Quelli che ce la fanno. “Risultano essere maggiormente risolti – racconta Sestito, da anni attenta studiosa della transizione all’eta’ adulta – quelli che sono riusciti ad andare fuori dalla propria citta’. Anche se poi, denunciano pure loro disagio e stress. Ma con differenze cruciali: ripercorrendo la propria storia hanno mostrato maggiore progettualita’ a lungo termine e, al momento delle scelte, hanno avuto fiducia nella possibilita’ di influire sugli eventi. Sono stati capaci di tracciare una traiettoria e di percorrerla nonostante le difficolta’” .
La ricerca del senso. La specificita’ di un’indagine di questo tipo sta proprio nella decisione di analizzare le storie. “Attraverso le narrazioni – spiega la coordinatrice – attingiamo a quello che e’ un vissuto non cristallizzato, cosi’ come emerge mentre il soggetto lo sta ricostruendo per l’interlocutore”. Il racconto svela qualcosa che altrimenti sarebbe inaccessibile anche all’autore, perche’ si costruisce nel momento in cui viene creato, stimolato dall’esigenza del doverlo raccontare. Ed e’ anche un modo di agganciarsi a una collettivita’ e a un contesto.
La complessita’ e le responsabilita’. La sensazione e’ che oggi, alle prese con una societa’ piu’ “instabile”, ci sia bisogno di un “capitale di identita’” maggiore di quanto ne fosse necessario in passato. “Oggi e’ piu’ difficile diventare adulti. Il fatto di avere piu’ chance – dice Sestito – rende tutto ancora piu’ complicato. Dopo avere individuato una scelta, ci si deve assumere le responsabilita’, in senso psicologico, dell’identificarsi con le cose che si sono scelte e di assumersele come personale traiettoria di sviluppo. Quanto piu’ la societa’ diventa complessa, tanto piu’ e’ difficile assolvere a questi compiti”.
Le scelte senza indagare se stessi. Molti nodi finiscono per venire al pettine al momento delle scelte da compiere dopo avere terminato le superiori. “Molto spesso all’universita’ – osserva Luigia Sica – arrivano ragazzi che non hanno una percezione realistica delle aree in cui possono essere bravi. Al momento delle scelte su cosa fare, sembra quasi che si pongano il quesito ‘ora quale facolta’ faccio?’ invece di ‘cosa voglio fare e cosa sono adatto a fare?’ e questo crea delle aspettative che quasi sempre vengono disilluse. Si sceglie quello che e’ piu’ attraente e non il piu’ adatto”. Ma forse c’e’ anche qualcosa di piu’ profondo. “L’indagine sui se’ possibili, l’esplorazione delle possibilita’ future, si e’ un po’ affievolita. Forse il futuro a cui si pensa e’ piu’ breve. Si sceglie cosa fare l’anno prossimo e non si va oltre”.

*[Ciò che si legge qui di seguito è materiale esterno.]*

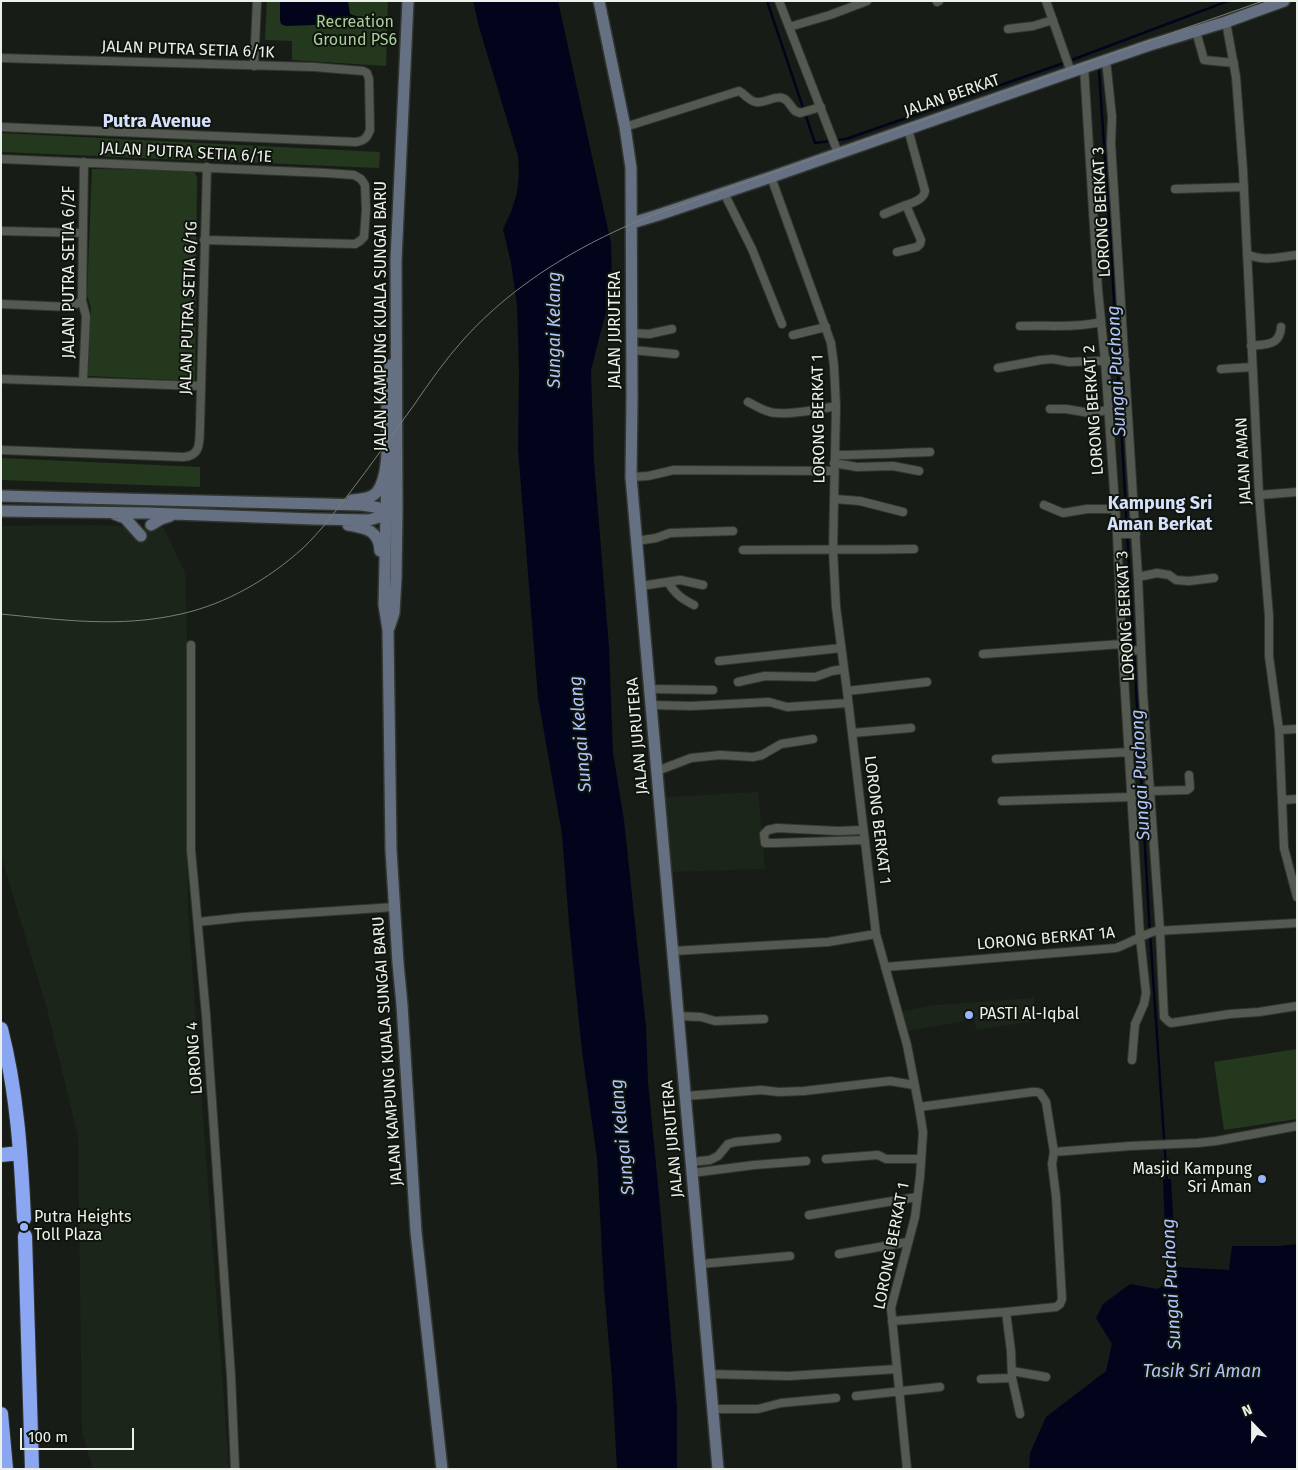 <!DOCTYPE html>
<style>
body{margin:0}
#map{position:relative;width:1298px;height:1470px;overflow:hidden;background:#171d16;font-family:"Fira Sans",sans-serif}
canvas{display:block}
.frame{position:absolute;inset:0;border:2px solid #ecf0eb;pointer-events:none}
.north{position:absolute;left:1228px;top:1400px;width:50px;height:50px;-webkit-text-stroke:4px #0f140d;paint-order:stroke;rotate:338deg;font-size:14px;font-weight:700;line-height:20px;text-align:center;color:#ecf0eb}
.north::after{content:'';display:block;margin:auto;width:18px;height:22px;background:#ecf0eb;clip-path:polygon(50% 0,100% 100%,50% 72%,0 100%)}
.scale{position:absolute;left:20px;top:1428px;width:114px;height:22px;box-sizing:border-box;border:2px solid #ecf0eb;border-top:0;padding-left:6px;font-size:15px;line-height:18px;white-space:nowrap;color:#ecf0eb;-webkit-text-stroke:4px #0f140d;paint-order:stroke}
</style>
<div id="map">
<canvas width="1298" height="1470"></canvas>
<div class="frame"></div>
<div class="north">N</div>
<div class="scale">100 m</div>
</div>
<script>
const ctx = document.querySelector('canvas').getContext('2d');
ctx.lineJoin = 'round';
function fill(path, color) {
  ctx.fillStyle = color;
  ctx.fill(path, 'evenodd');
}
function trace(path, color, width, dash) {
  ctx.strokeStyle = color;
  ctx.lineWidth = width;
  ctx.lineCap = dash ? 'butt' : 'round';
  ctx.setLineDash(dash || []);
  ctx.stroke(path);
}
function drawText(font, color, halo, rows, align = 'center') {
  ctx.font = font + ' "Fira Sans",sans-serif';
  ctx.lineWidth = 4;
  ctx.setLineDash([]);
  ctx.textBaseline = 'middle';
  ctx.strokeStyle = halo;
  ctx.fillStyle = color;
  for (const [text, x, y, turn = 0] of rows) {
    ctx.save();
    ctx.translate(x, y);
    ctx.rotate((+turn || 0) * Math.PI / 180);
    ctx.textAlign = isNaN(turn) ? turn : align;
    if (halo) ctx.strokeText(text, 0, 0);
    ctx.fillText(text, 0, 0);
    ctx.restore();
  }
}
const built = new Path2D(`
 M94,525l70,3 21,45 2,61 1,278 41,557h-136l-11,-36 -4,-296 -31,-128 -46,-154v-329z
 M758,792l7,77 -94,3 -6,-75z
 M1034,998l1,23 -59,9 -2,-11 -69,13 -3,-21 33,-6z`);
const green = new Path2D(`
 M267,1h121l-2,65 -94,-6v-19l-27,-1z
 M1,133l379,19 -1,16 -378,-16z
 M92,169l98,1 4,2 3,5 -2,204 -107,-5 3,-69 -4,-11z
 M1,458l199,9v20l-199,-7z
 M1297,1049v70l-73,11 -10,-68z`);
const water = new Path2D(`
 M280,1h68l2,13 9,3 1,6 -13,-1 -7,2 -54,2 -5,-2 -1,-4z
 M473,1h85l53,242 1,37 -4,25 -10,37 -7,29 3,91 15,185 4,106 11,67 22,207 2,55 12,124 17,202v61h-60l-5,-91 -8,-89 -7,-131 -15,-107 -13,-128 -7,-89 -24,-136 -20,-249 1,-77 -2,-67 -6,-42 -8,-34 8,-17 6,-19 2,-19 -1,-18 -39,-129z
 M1163,1179h8l5,88 53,3 3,-24h47l18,-2v225h-268l1,-16 16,-36 60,-46 6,-27 -16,-26 7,-14 27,-20 28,5 9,-7z`);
const stream = new Path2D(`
 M767,1l48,142 31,-4 215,-75 167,-63
 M1099,70l13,196 37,652 18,264`);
const street = new Path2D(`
 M779,1l59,152
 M1046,1l25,71
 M937,2l2,-1
 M1226,22l10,55 7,93 16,325 10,121v40l10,74 5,118 13,49
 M789,27l41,-12 37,-14
 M1008,29l25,-3 20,-6
 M1196,31l8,29 30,3
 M1,58l313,9 49,4 4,2 2,6 1,51c-3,8 -6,11 -14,12l-355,-15
 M1106,60l6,57 -1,27 27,433 5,116 17,238 4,86 4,4 3,2 59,-9 29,-2 38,-6
 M254,66l3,-65
 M1084,67l14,223 7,71 12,173 5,110 18,293 6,56 -2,11 -9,20 -3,36
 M625,127l114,-36c6,3 10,10 17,11 9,2 23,-10 31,-1 3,3 5,7 8,10l5,2 21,-6
 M1,159l325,14 28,2 7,4 4,6 1,25 -2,27 -4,4 -5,3 -151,-4
 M771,177l60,166 3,23 2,40 -3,144 3,57 11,84 29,243 31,111 12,62 4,25 -3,45 -5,40 -24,91 16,161
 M1175,189l69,-2
 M724,193l28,56 30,75
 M884,214l22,-9
 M1,231l82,2
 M897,252l20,-5 3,-3 1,-4 -15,-35c7,-2 18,-6 19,-14l-17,-62
 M1247,254c16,8 32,3 50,1
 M1,304l69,3 12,-6
 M1020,326c27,-1 55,2 81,-4
 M632,333l17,1 23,-5
 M793,335l33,-8
 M1251,346c15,-2 29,0 30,-19
 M632,350l43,4
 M998,368l43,-8 12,-1 16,3 56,-2
 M1221,369l31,-2
 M1,379l199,7
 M83,381l3,-65 -4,-15 2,-139
 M748,402c8,4 14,8 22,10 13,4 51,-3 66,-6
 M1050,409h16l24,4 18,-3
 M1,450l182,7c19,-1 16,-16 17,-31l7,-259
 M835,455c31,0 63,-2 95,-3
 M834,463l23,4 36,-1 26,5
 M631,477l17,-1 26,-6 160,1
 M1259,495l38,-3
 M835,499l25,2 43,11
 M1044,505l19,8 24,-4h28
 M1117,534h19
 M637,541l19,-3 14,-5 63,-2
 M743,550c57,-1 114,0 171,-1
 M1138,577l19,-4 12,2 7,5 13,1 25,-3
 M668,582c7,12 14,17 26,23
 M641,586l39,-6 23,5
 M191,645v205l15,165 25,361 4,93
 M1123,651l18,-1
 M983,654l139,-10
 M719,661l122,-13
 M738,682l27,-6 50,1 17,-6 12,-2
 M650,689l63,1
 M847,691l80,-9
 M651,705l40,1 78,-4 18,5 61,-4
 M1279,730l18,-1
 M852,733l59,-5
 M996,759l134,-7
 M657,771l34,-13 29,-3 33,2 9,-2 19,-11 32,-5
 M1150,791l37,-1 3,-2 -1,-13
 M1282,800l15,-1
 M1002,801l130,-4
 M863,830l-25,1 -61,-3 -9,2 -4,4 1,9h10l90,-3
 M198,922l46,-5 151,-10
 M673,951l155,-9 48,-8
 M885,967l231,-19c14,-5 26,-13 40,-17l141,-8
 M679,1016l22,1 14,4 49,-2
 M686,1096l75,-6 18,2 25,-1 86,-10 24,4
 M1054,1152l76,-6 67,-3 19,-2 81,-15
 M826,1159l52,-4 8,4h35
 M691,1162l19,-2 8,-4 10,-12 7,-2 42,-4
 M692,1173l62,-8 52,-4
 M809,1215l108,-18
 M839,1254l69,-12
 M700,1264l90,-8
 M1006,1312l5,39 1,27 8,36
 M892,1321l114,-9 50,-5 4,-3 2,-5 -6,-103 -4,-32 2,-12 -8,-50 -6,-9 -3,-1h-5l-113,15
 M1012,1371l34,6
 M709,1374l80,2 108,-7
 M981,1379l31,-1
 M856,1396l84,-9
 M713,1409h45l23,-6 55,-5`);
const secondary = new Path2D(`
 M599,1l26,126 6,41 1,230 -1,79 87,992
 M632,223l26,-8 113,-38 300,-105 79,-27 76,-23 58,-21
 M387,468l-3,137 4,25 3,220 7,113 4,42 14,227 26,237
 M1,496l361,9c10,2 21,1 26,11
 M352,500c9,-1 19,-1 25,-8 15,-20 9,-67 10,-92 1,-12 2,-24 3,-35
 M1,511l145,2 168,6 55,1 14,-4 5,-7
 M114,514l11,4 16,18
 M151,525l10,-6 9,-3
 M348,525c18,3 31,5 32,26
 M389,628l5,-15 2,-35 1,-67 -1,-251 12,-259`);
const highway = new Path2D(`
 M1,1029c16,62 20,126 23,190
 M1,1155l19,-2
 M25,1236l7,233
 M1,1414l5,55`);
const tram = new Path2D(`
 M1,614c61,6 119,14 180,0 45,-10 88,-35 122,-66 17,-16 31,-35 45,-53 23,-30 44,-60 66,-90 15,-22 31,-45 49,-65 53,-59 123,-99 195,-127l605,-212`);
const markers = [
 [969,1015,5,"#9ab5fd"],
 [1262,1179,5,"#9ab5fd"],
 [24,1227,5,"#9ab5fd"]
];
const parkNames = [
 ["Recreation",355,23],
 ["Ground PS6",355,41]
];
const streetNames = [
 ["JALAN PUTRA SETIA 6/1K",188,50,2],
 ["JALAN BERKAT",952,96,-19],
 ["JALAN PUTRA SETIA 6/1E",186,153,3],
 ["LORONG BERKAT 3",1102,212,-93],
 ["JALAN PUTRA SETIA 6/2F",70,272,-90],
 ["JALAN PUTRA SETIA 6/1G",189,308,-88],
 ["JALAN KAMPUNG KUALA SUNGAI BARU",382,316,-90],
 ["JALAN JURUTERA",616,330,-90],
 ["LORONG BERKAT 2",1094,410,-94],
 ["LORONG BERKAT 1",819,419,-91],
 ["JALAN AMAN",1244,461,-93],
 ["LORONG BERKAT 3",1126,616,-93],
 ["JALAN JURUTERA",638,736,-95],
 ["LORONG BERKAT 1",877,820,83],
 ["LORONG BERKAT 1A",1046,939,-5],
 ["JALAN KAMPUNG KUALA SUNGAI BARU",388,1051,-94],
 ["LORONG 4",195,1058,-94],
 ["JALAN JURUTERA",673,1139,-95],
 ["LORONG BERKAT 1",892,1246,-79]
];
const poiNames = [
 ["PASTI Al-Iqbal",979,1015],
 ["Masjid Kampung",1252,1170,"right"],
 ["Sri Aman",1252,1188,"right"],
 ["Putra Heights",34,1218],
 ["Toll Plaza",34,1236]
];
const neighbourhoodNames = [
 ["Putra Avenue",157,122],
 ["Kampung Sri",1160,504],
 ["Aman Berkat",1160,525]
];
const waterNames = [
 ["Sungai Kelang",555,330,-90],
 ["Sungai Puchong",1117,371,-93],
 ["Sungai Kelang",581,734,-95],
 ["Sungai Puchong",1141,775,-93],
 ["Sungai Kelang",623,1137,-96],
 ["Sungai Puchong",1172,1284,-93],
 ["Tasik Sri Aman",1202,1372]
];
fill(built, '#1c2519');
fill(green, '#24381e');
fill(water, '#02041b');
trace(stream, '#02041b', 2.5);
trace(street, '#323631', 10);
trace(secondary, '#323631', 14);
trace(highway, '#323631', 16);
trace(street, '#545a52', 8);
trace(secondary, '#657182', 11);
trace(highway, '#8ca7f2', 14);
trace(tram, '#797e78', 1);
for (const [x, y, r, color] of markers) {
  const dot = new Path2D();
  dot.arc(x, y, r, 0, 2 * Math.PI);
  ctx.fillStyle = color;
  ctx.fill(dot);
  trace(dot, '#0f140d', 2);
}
drawText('16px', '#a6cf9b', '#0f140d', parkNames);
drawText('16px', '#ecf0eb', '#0f140d', streetNames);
drawText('16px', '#ecf0eb', '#0f140d', poiNames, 'left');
drawText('bold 18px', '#d6e1fd', '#0f140d', neighbourhoodNames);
drawText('italic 18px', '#afc4fc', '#0f140d', waterNames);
</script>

Le soluzioni possibili. Quali sono allora, in questo ambito, le strade da percorrere per non lasciare che molti giovani siano costretti ad arenarsi in un limbo identitario? Le autrici dell’indagine indicano alcuni strumenti. “I giovani dovrebbero essere aiutati prima a capire le proprie capacita’ e limiti. E’ necessario – suggerisce la Sestito – puntare su un orientamento formativo di accompagnamento negli ultimi due anni della scuola superiore e nei primi due anni dell’universita’. Ma non l’orientamento di tipo informativo che si fa spesso e rischia di essere disorientante. Pensiamo piuttosto a un training complesso che preveda il riconoscimento di quelle che sono le proprie risorse e i propri vincoli e favorire nei giovani lo sviluppo della capacita’ di porsi obiettivi realistici appena al di sopra delle proprie possibilita’”.